Code can be cumbersome to express the true intent with, that is why I am investing a lot of time coming up with intent revealing names and pushing all the infrastructure concerns down. The best way to illustrate why certain functionality exists in such a way is to cover it with tests, that was you can see intended usage and can follow the train of thoughts of the previous guy. I routinely head off to the unit tests of various projects to get an insight about such things can work.

I've seen technical documents which did make a lot of sense and were essential to understanding what was going on at such a level that making changes was easy.

Frans, at what level where they? Earlier you were talking about routine level, but I want to know what you think is the appropriate documentation coverage for a system?

If your project consists of say 400,000 lines of code, it's not a walk in the park to even get a slightest overview where what is located without reading all of those lines if there's no documentation which is of any value.
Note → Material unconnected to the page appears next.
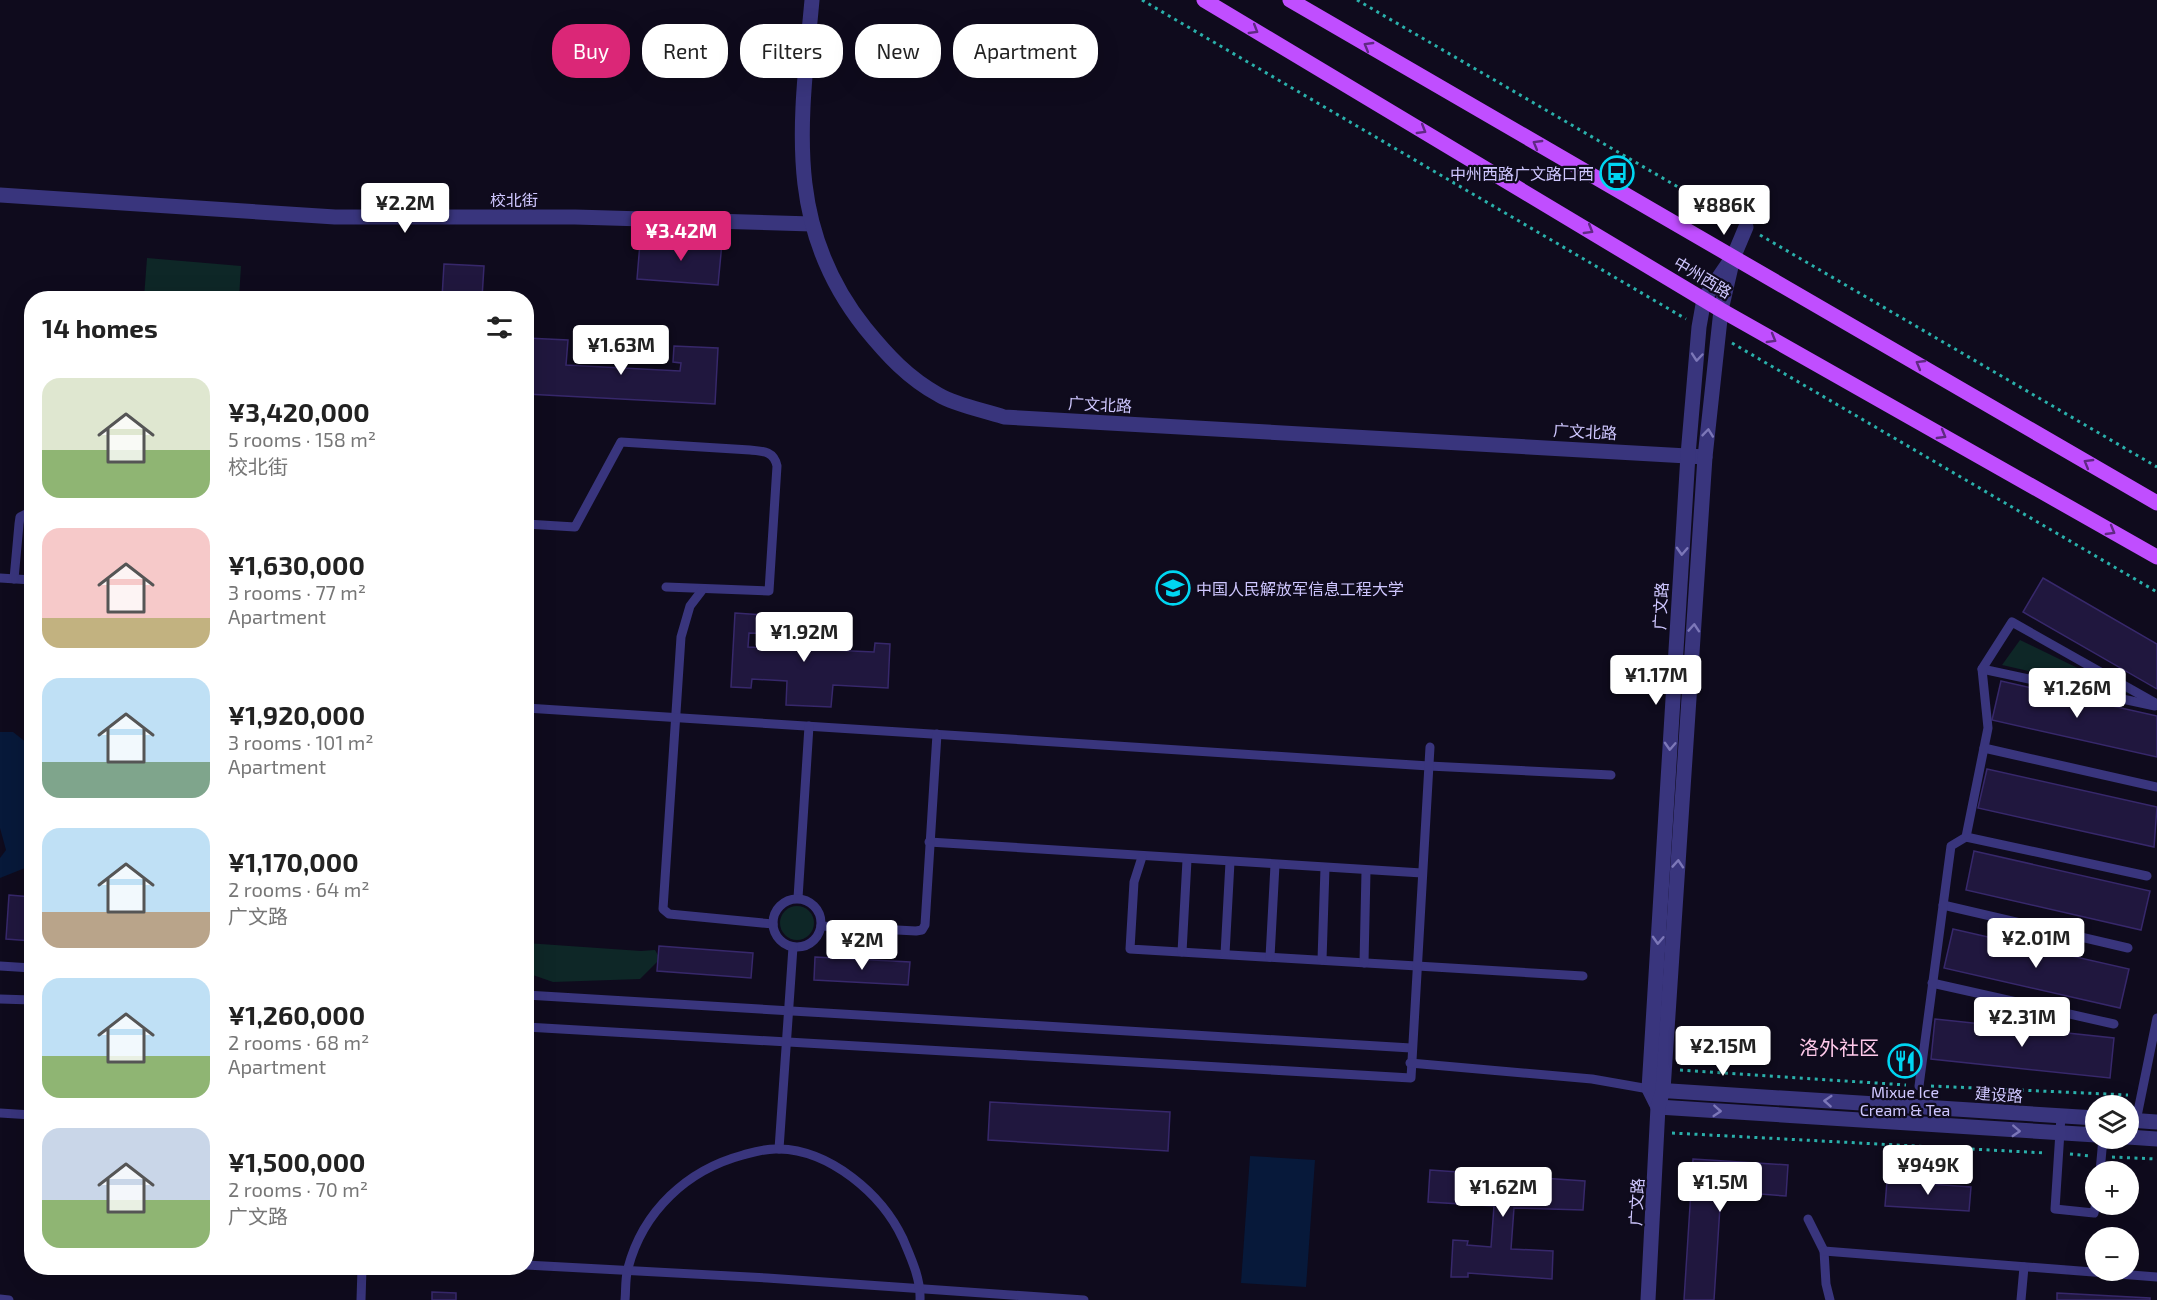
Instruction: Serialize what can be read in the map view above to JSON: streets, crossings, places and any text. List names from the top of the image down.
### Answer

The problem here is that you make no assumption about the state of the code. I would take undocumented 400,000 LOC code base that has (passing) unit tests over one that had extensive documentation but little to no tests any time. The reasoning is simple, if it is testable, it is maintainable, period. Yes, it would take time to wrap my head around a system this size, but I can most certainly do it, and unit tests allows me to do a lot of things safely. Assume that you have extensive documentation, what happens when the code diverge from the Documentation?

You see, documentation isn't a separate entity of the code written: it describes in a certain DSL (i.e human readable and understandable language) what the functionality is all about; the code will do so in another DSL (e.g. C#). hats the essential part: you have to provide functionality in an executable form. Code is such a form, but it's arcane to read and understand for a human (or is your code always 100% bugfree when you've written a routine? I seriously doubt it, no-one is that good), however proper documentation which describes what the code realizes is another.

Documentation is not a DSL, and it is most certainly not understandable in many cases. Documentation can be ambiguous in the most insidious ways. The code is not another DSL, this assumes that the code and the documentation are somehow related, but the code is what actually run, so that is the authoritive  on any system. Documentation can help understanding, but it doesn't replace code, and I seriously doubt that you can call it a DSL. The part that bothers me here is that the documentation is viewed as executable form, unless you are talking about something like FIT, that is not the case. I can't do documentation.VerifyMatch(code);

When I need to make a change and need to know why a routine is the way it is, I look up the design document element for that part and check why it is the way it is and which alternatives are rejected and why. After 5 years, your own code also becomes legacy code. Do you still maintain code you've written 2-3 years ago? If so, do you still know why you designed it the way it is designed and also will always avoid to re-consider alternatives you rejected back then because they wouldn't lead to the right solution?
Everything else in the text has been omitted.